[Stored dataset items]
%%
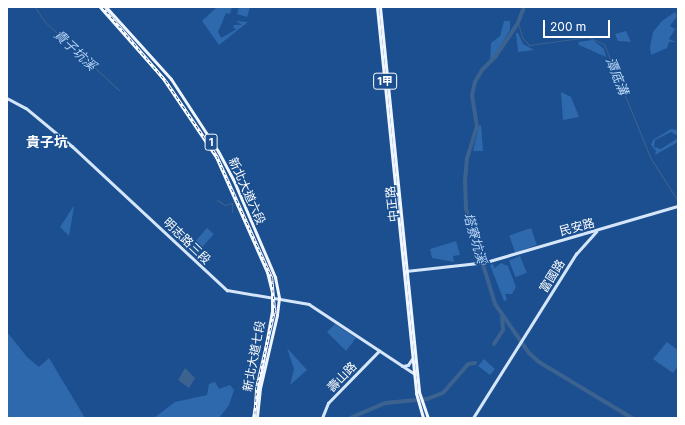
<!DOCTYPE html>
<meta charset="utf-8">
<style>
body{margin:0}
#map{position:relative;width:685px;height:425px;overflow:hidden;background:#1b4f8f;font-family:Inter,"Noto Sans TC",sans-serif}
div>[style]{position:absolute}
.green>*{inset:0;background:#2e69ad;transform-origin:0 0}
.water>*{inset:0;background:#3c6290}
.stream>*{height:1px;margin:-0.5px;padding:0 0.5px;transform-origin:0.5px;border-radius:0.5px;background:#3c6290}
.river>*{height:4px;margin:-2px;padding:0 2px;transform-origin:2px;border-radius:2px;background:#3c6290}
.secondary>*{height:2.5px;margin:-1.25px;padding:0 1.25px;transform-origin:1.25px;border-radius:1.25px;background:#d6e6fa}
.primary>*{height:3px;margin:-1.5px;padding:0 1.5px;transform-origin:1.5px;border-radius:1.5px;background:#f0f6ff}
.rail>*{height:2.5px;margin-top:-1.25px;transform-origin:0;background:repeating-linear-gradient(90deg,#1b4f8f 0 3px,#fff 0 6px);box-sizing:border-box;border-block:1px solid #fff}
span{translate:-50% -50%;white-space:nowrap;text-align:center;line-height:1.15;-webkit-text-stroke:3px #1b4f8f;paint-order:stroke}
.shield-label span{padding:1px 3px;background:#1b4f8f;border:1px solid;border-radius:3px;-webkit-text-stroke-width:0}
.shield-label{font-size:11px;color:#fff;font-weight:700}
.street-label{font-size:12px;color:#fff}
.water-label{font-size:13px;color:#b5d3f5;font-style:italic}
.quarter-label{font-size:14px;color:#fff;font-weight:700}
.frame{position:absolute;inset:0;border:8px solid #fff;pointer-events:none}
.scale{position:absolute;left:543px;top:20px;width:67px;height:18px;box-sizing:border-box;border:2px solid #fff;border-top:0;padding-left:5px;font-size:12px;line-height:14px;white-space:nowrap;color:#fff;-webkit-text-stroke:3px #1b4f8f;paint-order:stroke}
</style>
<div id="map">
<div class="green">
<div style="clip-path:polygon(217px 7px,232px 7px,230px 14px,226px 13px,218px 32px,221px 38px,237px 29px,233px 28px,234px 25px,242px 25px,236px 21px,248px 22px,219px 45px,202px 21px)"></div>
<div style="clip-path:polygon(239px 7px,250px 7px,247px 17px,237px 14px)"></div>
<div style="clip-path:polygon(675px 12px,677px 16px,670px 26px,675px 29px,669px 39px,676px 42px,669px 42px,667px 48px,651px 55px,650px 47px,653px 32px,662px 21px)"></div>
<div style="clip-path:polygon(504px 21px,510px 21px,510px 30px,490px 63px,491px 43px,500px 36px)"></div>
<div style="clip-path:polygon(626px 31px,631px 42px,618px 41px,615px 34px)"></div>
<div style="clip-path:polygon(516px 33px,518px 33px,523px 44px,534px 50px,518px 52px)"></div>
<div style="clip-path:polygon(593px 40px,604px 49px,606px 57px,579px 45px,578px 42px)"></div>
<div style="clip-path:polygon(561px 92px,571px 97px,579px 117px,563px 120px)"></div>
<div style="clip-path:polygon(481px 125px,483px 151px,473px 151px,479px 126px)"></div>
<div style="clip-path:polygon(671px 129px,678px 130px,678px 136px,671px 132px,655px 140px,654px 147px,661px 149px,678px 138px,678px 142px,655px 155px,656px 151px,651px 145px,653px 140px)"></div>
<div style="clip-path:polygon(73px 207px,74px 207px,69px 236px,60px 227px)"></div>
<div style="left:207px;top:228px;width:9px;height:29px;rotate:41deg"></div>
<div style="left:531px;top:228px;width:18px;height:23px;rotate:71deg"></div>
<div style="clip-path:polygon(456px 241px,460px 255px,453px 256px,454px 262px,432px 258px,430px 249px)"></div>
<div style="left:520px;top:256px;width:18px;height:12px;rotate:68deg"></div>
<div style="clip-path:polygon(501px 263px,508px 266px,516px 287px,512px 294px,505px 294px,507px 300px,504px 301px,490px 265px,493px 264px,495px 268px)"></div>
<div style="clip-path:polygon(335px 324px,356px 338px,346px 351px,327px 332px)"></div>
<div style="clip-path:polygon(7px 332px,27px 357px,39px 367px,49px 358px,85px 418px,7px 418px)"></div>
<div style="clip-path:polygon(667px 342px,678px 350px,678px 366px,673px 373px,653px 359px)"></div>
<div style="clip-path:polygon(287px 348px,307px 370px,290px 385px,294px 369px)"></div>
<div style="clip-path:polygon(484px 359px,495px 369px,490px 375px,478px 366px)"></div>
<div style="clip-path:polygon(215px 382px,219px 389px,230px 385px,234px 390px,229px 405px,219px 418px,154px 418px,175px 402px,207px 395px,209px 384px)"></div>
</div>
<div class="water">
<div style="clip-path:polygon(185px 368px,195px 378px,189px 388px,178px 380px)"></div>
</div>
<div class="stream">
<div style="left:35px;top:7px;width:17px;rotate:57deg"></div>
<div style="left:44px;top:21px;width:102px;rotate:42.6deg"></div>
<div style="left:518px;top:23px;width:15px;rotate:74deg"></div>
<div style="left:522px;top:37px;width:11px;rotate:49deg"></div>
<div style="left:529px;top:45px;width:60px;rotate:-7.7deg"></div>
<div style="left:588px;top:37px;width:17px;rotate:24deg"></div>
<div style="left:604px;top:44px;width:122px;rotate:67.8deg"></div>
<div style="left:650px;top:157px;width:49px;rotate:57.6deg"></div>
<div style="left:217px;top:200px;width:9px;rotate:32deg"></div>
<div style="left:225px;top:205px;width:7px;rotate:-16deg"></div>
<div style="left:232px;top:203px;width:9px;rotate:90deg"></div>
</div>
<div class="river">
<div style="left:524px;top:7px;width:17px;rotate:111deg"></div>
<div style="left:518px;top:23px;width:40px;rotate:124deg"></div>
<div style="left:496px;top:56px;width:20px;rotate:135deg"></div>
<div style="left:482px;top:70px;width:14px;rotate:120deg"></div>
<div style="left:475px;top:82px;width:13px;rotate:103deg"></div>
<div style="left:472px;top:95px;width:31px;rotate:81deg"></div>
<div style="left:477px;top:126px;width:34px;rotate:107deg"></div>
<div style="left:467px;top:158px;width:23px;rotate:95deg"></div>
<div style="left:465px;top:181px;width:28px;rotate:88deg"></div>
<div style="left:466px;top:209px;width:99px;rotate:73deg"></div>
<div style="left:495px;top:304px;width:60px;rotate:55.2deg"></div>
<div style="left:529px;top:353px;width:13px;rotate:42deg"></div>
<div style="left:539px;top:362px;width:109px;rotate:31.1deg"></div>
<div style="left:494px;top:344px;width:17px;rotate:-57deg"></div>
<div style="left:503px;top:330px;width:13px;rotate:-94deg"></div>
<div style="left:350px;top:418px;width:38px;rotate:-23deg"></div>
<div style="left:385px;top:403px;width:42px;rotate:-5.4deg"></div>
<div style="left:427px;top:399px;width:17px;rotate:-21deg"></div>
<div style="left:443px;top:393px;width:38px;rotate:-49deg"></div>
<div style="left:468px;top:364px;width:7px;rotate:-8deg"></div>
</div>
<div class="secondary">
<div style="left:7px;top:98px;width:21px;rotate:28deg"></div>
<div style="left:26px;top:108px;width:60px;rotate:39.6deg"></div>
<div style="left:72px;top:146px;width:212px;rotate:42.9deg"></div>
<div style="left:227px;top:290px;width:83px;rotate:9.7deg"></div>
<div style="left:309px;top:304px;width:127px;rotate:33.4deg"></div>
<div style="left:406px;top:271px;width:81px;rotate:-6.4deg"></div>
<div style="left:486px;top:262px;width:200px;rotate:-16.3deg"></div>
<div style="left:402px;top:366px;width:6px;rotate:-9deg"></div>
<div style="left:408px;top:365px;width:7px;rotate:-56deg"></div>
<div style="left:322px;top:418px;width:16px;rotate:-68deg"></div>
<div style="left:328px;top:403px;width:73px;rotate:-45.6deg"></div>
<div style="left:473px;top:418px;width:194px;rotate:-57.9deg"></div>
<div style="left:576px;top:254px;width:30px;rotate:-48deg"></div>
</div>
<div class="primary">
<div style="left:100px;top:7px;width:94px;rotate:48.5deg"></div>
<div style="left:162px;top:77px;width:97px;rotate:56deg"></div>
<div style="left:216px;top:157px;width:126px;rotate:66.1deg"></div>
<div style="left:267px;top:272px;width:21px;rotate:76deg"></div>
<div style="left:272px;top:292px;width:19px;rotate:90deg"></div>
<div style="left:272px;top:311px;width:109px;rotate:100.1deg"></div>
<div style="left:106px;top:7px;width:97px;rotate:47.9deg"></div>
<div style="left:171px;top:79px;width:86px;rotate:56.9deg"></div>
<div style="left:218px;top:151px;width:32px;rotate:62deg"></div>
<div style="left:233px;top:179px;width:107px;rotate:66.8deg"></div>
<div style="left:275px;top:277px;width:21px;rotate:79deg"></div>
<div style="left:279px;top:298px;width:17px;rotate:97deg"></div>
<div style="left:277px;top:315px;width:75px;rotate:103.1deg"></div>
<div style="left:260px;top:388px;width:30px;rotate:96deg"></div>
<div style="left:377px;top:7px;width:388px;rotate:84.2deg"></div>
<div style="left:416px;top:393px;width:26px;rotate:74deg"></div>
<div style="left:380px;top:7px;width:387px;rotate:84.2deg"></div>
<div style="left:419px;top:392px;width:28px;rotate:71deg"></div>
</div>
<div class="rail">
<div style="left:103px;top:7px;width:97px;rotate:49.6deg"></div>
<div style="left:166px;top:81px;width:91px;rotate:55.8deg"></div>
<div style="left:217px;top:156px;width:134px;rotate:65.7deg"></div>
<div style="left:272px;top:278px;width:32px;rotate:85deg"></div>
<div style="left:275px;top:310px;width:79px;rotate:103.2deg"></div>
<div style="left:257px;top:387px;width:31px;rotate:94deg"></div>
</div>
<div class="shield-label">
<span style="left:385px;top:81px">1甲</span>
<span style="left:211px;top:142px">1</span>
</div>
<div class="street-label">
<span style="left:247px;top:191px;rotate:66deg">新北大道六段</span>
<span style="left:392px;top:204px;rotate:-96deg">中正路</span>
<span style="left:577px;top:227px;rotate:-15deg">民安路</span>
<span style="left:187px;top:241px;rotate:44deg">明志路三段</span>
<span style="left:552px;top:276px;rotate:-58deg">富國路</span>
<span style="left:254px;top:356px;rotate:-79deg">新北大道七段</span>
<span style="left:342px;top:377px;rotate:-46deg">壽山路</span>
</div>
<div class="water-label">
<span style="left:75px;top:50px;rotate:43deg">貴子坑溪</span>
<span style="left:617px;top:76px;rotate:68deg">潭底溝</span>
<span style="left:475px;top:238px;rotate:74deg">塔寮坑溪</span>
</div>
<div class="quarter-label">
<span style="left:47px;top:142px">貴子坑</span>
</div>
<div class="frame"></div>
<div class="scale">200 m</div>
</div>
%%
%%
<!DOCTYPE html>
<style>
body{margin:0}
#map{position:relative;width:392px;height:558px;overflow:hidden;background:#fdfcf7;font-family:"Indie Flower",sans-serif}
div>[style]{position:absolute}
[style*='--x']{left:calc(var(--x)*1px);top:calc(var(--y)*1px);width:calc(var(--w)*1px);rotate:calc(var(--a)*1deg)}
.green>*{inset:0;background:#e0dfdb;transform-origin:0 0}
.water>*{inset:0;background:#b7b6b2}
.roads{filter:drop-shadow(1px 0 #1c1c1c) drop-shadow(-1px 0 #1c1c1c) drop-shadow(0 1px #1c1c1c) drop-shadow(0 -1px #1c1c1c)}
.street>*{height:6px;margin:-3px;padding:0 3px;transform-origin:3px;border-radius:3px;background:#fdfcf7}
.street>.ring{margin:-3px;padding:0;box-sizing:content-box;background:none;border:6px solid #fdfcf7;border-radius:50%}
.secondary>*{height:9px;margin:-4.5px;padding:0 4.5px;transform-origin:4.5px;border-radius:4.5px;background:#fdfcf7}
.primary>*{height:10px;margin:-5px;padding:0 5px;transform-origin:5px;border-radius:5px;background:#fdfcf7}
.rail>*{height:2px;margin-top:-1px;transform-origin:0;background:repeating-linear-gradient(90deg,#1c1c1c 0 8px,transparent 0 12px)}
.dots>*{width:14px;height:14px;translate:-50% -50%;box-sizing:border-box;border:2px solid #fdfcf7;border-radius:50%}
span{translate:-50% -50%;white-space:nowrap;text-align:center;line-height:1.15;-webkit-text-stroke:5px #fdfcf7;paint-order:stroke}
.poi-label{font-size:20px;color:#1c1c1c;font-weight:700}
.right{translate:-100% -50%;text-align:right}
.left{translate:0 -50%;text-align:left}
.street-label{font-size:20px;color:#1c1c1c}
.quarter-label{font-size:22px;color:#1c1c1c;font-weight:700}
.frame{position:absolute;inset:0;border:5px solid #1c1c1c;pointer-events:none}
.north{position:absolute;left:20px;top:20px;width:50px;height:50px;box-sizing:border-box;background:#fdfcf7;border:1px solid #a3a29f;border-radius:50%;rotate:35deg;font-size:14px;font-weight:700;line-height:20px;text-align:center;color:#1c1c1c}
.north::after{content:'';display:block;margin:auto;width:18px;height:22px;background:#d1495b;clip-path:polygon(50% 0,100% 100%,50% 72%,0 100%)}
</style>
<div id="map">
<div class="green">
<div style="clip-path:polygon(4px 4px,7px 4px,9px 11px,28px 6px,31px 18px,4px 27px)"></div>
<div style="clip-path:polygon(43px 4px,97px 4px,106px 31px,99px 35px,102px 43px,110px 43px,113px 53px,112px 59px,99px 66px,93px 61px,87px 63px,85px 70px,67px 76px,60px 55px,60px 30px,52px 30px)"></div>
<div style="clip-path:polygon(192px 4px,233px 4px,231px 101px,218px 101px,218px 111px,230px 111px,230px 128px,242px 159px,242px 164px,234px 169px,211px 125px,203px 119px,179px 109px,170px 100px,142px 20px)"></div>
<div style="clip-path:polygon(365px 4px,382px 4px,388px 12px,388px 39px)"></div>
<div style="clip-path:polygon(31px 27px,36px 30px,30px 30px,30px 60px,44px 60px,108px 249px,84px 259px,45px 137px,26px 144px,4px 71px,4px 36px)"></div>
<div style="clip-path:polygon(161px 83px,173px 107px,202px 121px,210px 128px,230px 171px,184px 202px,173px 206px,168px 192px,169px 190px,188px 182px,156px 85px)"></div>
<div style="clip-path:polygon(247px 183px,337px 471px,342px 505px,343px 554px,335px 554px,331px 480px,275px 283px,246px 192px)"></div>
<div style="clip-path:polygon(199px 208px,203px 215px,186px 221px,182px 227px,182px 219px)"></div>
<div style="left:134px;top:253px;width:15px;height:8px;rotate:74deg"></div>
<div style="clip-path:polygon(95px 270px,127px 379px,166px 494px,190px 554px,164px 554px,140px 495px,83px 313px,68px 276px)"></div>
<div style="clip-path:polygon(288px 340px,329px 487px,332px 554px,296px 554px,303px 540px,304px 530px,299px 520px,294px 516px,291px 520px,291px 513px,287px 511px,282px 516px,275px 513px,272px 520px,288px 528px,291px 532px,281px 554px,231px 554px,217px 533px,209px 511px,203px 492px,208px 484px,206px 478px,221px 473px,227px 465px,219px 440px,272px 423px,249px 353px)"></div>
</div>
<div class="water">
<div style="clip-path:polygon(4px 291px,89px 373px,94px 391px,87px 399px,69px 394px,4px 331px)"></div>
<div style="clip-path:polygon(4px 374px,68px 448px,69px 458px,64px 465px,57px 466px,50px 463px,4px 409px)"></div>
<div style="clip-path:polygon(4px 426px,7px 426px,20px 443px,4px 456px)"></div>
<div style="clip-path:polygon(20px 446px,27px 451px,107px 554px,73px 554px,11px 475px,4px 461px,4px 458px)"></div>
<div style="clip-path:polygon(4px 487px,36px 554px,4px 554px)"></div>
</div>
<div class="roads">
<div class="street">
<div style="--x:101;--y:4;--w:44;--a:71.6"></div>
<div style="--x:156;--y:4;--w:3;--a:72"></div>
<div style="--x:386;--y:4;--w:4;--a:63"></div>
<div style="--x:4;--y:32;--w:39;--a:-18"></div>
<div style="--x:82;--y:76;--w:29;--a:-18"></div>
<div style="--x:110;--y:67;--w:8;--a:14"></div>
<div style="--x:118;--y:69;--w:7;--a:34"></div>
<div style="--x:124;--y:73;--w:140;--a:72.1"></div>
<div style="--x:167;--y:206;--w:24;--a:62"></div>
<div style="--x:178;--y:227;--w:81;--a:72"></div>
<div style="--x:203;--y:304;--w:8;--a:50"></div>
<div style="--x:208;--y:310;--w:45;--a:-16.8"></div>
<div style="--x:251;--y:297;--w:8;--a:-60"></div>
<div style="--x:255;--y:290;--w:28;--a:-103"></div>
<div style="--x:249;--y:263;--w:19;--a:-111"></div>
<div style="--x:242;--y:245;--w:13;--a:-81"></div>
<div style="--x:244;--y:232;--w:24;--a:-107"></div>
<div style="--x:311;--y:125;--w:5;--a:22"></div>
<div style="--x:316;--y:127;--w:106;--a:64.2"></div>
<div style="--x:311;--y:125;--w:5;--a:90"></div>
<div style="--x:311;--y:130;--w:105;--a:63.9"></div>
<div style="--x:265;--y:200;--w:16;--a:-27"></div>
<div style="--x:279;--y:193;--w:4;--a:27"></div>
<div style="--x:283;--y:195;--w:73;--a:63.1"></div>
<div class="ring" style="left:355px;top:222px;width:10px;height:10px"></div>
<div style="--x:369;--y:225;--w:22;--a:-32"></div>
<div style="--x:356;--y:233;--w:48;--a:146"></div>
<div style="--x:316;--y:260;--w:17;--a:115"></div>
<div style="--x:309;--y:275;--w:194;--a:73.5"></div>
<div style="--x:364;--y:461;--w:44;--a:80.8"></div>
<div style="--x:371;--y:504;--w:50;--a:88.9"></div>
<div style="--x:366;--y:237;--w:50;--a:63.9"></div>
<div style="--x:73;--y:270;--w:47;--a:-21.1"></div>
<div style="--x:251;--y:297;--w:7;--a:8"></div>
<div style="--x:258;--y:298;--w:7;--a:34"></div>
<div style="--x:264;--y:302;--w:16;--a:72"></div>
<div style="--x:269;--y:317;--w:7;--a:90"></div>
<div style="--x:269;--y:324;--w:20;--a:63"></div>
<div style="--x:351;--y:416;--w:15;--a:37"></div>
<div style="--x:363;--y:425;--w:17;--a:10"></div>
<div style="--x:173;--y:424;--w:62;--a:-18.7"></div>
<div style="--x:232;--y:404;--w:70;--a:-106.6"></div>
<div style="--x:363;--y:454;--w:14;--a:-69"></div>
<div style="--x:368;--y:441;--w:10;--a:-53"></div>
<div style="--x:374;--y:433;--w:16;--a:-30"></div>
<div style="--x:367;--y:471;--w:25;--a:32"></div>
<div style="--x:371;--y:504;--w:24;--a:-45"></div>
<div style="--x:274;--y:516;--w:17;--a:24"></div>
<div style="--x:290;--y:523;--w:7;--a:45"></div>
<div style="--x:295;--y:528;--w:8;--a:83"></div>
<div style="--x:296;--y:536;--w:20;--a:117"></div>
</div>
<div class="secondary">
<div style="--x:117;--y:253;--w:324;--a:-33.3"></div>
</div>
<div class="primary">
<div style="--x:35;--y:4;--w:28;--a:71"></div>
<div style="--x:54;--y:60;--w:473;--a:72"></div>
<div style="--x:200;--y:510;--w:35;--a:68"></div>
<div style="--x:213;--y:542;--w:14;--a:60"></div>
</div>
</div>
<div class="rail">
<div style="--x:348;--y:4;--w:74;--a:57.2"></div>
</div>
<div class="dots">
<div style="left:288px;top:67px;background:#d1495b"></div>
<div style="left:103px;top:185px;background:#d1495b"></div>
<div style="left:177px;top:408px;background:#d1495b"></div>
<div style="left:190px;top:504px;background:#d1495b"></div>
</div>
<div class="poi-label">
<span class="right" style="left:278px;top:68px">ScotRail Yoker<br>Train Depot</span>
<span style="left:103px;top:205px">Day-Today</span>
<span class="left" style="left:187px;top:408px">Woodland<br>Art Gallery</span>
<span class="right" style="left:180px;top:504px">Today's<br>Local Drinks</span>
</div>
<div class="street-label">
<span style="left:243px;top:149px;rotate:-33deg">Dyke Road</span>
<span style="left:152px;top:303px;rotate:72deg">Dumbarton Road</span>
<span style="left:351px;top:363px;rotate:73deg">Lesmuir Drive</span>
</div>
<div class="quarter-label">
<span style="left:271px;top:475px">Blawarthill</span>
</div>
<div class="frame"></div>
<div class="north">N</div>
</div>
%%
_REQUIRED WORK_
Go through the records above and copy every line with the word "serif".

_ANSWER BOX_
#map{position:relative;width:685px;height:425px;overflow:hidden;background:#1b4f8f;font-family:Inter,"Noto Sans TC",sans-serif}
#map{position:relative;width:392px;height:558px;overflow:hidden;background:#fdfcf7;font-family:"Indie Flower",sans-serif}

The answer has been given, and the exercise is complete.